- TASK DIRECTIONS:
Your task is to gather the lines below that hold the string "sans".

[Stored items]
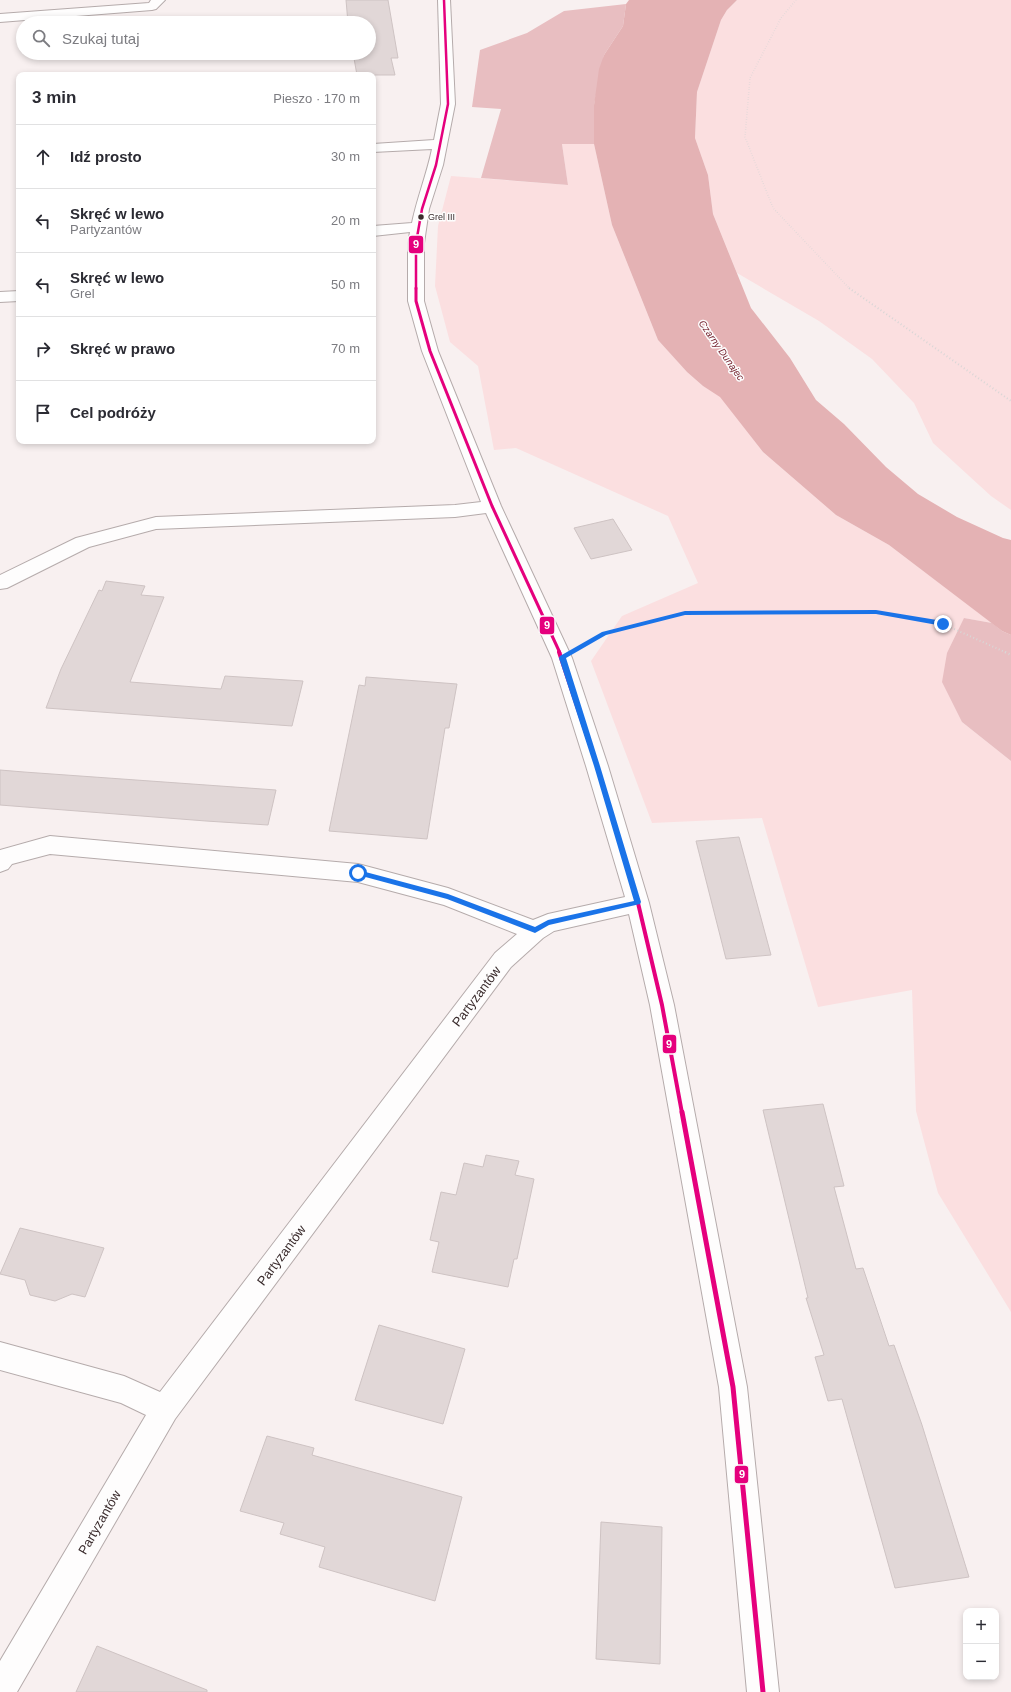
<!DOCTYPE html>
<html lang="pl">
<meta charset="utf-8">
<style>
:root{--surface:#fff;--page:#f2f2f3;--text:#2b2b33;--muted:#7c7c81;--line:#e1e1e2}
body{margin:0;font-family:Arial,sans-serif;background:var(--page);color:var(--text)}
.controls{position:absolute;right:12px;bottom:12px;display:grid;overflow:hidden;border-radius:8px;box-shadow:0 2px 6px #0003}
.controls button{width:36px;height:36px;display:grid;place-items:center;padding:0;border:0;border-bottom:1px solid var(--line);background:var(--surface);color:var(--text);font:20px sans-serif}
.stop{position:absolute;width:12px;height:12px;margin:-9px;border:3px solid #1a73e8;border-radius:50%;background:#fff}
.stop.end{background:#1a73e8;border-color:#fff;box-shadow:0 1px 4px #0008}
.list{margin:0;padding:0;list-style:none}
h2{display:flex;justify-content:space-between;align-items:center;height:52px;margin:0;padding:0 16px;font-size:17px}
h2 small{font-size:13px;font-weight:400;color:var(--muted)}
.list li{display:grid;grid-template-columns:26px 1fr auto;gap:12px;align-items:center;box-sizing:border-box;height:64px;padding:0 16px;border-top:1px solid var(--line)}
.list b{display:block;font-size:15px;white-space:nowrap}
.list p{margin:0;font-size:13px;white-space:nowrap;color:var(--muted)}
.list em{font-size:13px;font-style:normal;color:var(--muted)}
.icon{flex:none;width:22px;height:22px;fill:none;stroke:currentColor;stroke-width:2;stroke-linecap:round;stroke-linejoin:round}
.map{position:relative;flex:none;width:1011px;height:1692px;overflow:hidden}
.search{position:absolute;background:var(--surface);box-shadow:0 2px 6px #0003;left:16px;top:16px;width:360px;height:44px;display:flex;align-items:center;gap:10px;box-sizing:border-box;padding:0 14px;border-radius:22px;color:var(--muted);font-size:15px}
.panel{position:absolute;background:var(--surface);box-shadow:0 2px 6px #0003;left:16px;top:72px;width:360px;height:372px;border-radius:8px}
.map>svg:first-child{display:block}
.green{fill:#fbdfe0}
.forest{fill:#e8bec1}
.water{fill:#e4b2b4}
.building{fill:#e1d7d7;stroke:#cec3c3}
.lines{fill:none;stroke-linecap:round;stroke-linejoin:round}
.minor-casing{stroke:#b5abab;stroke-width:2}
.path-far2{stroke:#d9d6d6;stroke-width:1.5;stroke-dasharray:0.5 2;stroke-linecap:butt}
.path-far1{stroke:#d9d6d6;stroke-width:2;stroke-dasharray:1 2.5;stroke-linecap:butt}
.path{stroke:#d9d6d6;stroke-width:2.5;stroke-dasharray:1 3;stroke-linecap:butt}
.minor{fill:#fefdfd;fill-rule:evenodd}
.bus-1-far3-casing{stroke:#fdfdfd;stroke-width:4.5}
.bus-1-far2-casing{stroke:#fdfdfd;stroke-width:5.5}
.bus-1-far1-casing{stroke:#fdfdfd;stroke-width:7}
.bus-1-casing{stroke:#fdfdfd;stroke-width:8}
.bus-1-far3{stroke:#e5007d;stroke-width:2.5}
.bus-1-far2{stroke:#e5007d;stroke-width:3}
.bus-1-far1{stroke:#e5007d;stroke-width:4}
.bus-1{stroke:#e5007d;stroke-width:5}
.route{fill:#1a73e8}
.bus-dot{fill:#3a2b2c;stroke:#fdfdfd;stroke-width:1.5}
.labels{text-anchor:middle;stroke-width:3;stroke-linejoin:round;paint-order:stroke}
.far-bus-label{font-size:9px;fill:#3a2b2c;stroke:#fdfdfd;text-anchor:start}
.far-water-label{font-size:10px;font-style:italic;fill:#762531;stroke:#fdfdfd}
.near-street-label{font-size:13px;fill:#3a2b2c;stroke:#fdfdfd}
.line-badge{stroke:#fdfdfd;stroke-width:1.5}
.badge-label{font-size:11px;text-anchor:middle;font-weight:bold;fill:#fff}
</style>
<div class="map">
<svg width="1011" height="1692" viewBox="0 0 1011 1692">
<rect width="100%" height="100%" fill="#f8f0f0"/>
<g class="green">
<polygon points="737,0 1011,0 1011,510 991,496 933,443 914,403 872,359 819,321 737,273 713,214 708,175 695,138 697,92 721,20 727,10"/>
<polygon points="562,144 594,144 612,225 658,340 687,372 703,386 720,396 763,452 836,515 889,545 992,623 964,618 962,722 1011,761 1011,1312 938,1193 916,1111 912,990 818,1007 762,818 652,823 591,661 622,616 698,583 668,516 516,448 494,450 478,366 450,342 435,286 438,226 451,176 568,185"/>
</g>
<g class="forest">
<polygon points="626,4 623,26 604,55 594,105 594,144 562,144 568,185 481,178 501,109 472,107 480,50 527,33 564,11"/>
<polygon points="964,618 992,623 1002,631 1011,635 1011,761 962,722 942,682 947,653"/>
</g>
<polygon class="water" points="629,0 737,0 727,10 721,20 697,92 695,138 708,175 713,214 751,308 790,358 816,400 844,424 886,467 918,494 957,517 1003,538 1011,540 1011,635 1002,631 889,545 836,515 763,452 720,397 703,386 687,372 658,340 612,225 594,144 594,105 599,69 604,55 623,26 626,4"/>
<g class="building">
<polygon points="346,0 388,0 398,58 391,58 395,75 357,75 353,53 369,53 369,23 348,23"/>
<polygon points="613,519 632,550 591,559 574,528"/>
<polygon points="106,581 145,586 141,595 164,597 130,682 221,689 225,676 303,681 292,726 46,708 61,669 99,590 102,591"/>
<polygon points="366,677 457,684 449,728 445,728 427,839 329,831 359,685 365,686"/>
<polygon points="0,770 24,772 276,790 268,825 206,821 0,805"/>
<polygon points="739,837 771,955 726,959 696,841"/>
<polygon points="823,1104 844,1186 834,1187 856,1269 863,1268 889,1346 894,1345 922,1425 969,1577 895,1588 842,1399 828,1401 815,1357 824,1355 806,1298 808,1298 763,1110"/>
<polygon points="486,1155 519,1161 515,1175 534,1179 517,1259 514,1259 508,1287 432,1272 439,1242 430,1240 441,1192 456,1195 464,1163 483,1167"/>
<polygon points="20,1228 104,1248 85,1297 72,1294 55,1301 30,1295 25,1280 0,1274"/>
<polygon points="379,1325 465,1349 443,1424 355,1400"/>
<polygon points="267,1436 314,1448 312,1455 462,1497 435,1601 319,1567 325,1547 280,1534 284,1523 240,1511"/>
<polygon points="601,1522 662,1527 660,1664 596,1659"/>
<polygon points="97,1646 207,1690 207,1692 76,1692"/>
</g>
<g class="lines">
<g class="minor-casing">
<g id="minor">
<polygon points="151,0 165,0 156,9 152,10 0,22 0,14 149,3"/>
<path d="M 438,0 L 450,0 L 455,104 L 443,165 L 429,209 L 424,243 L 424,301 L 438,351 L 501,506 L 572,658 L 608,766 L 649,903 L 674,1005 L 747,1387 L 779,1692 L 747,1692 L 719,1387 L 650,1005 L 629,914 L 554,931 L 543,938 L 511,967 L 175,1419 L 17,1692 L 0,1692 L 0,1661 L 146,1415 L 121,1403 L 0,1370 L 0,1342 L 124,1376 L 160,1392 L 495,953 L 517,934 L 444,905 L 358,882 L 50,854 L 12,864 L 8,869 L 0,872 L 0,850 L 50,836 L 358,864 L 448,888 L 533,920 L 548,914 L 625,897 L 586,766 L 552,658 L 486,513 L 455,517 L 156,529 L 89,547 L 7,588 L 0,589 L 0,575 L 76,538 L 156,517 L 455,505 L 481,502 L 422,351 L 408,301 L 408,243 L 410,232 L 373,236 L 373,226 L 412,223 C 417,198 427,174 432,149 L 373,152 L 373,144 L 434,140 L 441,104 Z"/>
<polygon points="19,291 19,301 0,302 0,292"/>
</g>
</g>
<polyline class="path-far2" points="796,0 781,18 750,78 745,137 773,208 850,289"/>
<g class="path-far1">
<polyline points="849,288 1011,401"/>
<polyline points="590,642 604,634 685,613 876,612 943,624 1007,653"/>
</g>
<polyline class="path" points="1005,652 1011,655"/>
<use href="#minor" class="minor"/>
<g class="bus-1-far3-casing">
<polyline id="bus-1-far3" points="416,289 416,243 422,209 436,165 448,104 444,0"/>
</g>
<g class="bus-1-far2-casing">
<polyline id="bus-1-far2" points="416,288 416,301 430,351 492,506 560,653"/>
</g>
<g class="bus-1-far1-casing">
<polyline id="bus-1-far1" points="559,652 597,766 638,903 662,1005 682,1113"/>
</g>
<g class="bus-1-casing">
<polyline id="bus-1" points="682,1112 733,1387 763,1692"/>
</g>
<use href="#bus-1-far3" class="bus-1-far3"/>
<use href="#bus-1-far2" class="bus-1-far2"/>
<use href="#bus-1-far1" class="bus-1-far1"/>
<use href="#bus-1" class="bus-1"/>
</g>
<polygon class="route" points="876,610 943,621 946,624 943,626 876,614 685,615 606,635 566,658 600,766 641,902 640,904 549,925 535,933 447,899 358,875 354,873 358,870 448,894 535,927 548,920 634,901 594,766 559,658 560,656 602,632 685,611"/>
<circle class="bus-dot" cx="421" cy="217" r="3.5"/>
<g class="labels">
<g class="far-bus-label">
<text x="428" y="220">Grel III</text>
</g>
<g class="far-water-label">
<text transform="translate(722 350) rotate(55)" y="4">Czarny Dunajec</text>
</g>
<g class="near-street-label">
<text transform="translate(476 996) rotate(-53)" y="5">Partyzantów</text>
<text transform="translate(281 1255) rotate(-53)" y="5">Partyzantów</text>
<text transform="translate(99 1522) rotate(-60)" y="5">Partyzantów</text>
</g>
</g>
<g class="line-badge">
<rect x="408" y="235" width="16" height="19" rx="4" fill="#e5007d"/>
<rect x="539" y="616" width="16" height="19" rx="4" fill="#e5007d"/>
<rect x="662" y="1034" width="15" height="20" rx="4" fill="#e5007d"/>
<rect x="734" y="1465" width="15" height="19" rx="4" fill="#e5007d"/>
</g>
<g class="badge-label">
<text x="416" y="248">9</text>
<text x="547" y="629">9</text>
<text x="669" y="1048">9</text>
<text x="742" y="1478">9</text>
</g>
</svg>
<div class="controls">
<button>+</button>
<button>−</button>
</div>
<div class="stop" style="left:358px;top:873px"></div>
<div class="stop end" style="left:943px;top:624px"></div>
<div class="search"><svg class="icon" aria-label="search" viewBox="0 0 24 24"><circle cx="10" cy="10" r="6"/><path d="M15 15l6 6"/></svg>Szukaj tutaj</div>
<section class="panel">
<h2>3 min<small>Pieszo · 170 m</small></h2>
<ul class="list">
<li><svg class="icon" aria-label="ahead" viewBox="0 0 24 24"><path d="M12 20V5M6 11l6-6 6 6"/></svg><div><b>Idź prosto</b></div><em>30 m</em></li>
<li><svg class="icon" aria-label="left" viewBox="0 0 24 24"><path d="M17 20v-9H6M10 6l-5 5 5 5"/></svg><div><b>Skręć w lewo</b><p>Partyzantów</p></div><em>20 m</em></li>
<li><svg class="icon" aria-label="left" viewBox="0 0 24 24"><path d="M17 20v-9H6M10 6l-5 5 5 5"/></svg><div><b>Skręć w lewo</b><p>Grel</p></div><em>50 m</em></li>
<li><svg class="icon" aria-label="right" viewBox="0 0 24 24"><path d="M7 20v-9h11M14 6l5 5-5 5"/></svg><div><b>Skręć w prawo</b></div><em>70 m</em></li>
<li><svg class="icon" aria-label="arrive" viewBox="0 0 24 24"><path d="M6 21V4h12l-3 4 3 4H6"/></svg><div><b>Cel podróży</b></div></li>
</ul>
</section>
</div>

- OUTPUT OF THE TASK:
body{margin:0;font-family:Arial,sans-serif;background:var(--page);color:var(--text)}
.controls button{width:36px;height:36px;display:grid;place-items:center;padding:0;border:0;border-bottom:1px solid var(--line);background:var(--surface);color:var(--text);font:20px sans-serif}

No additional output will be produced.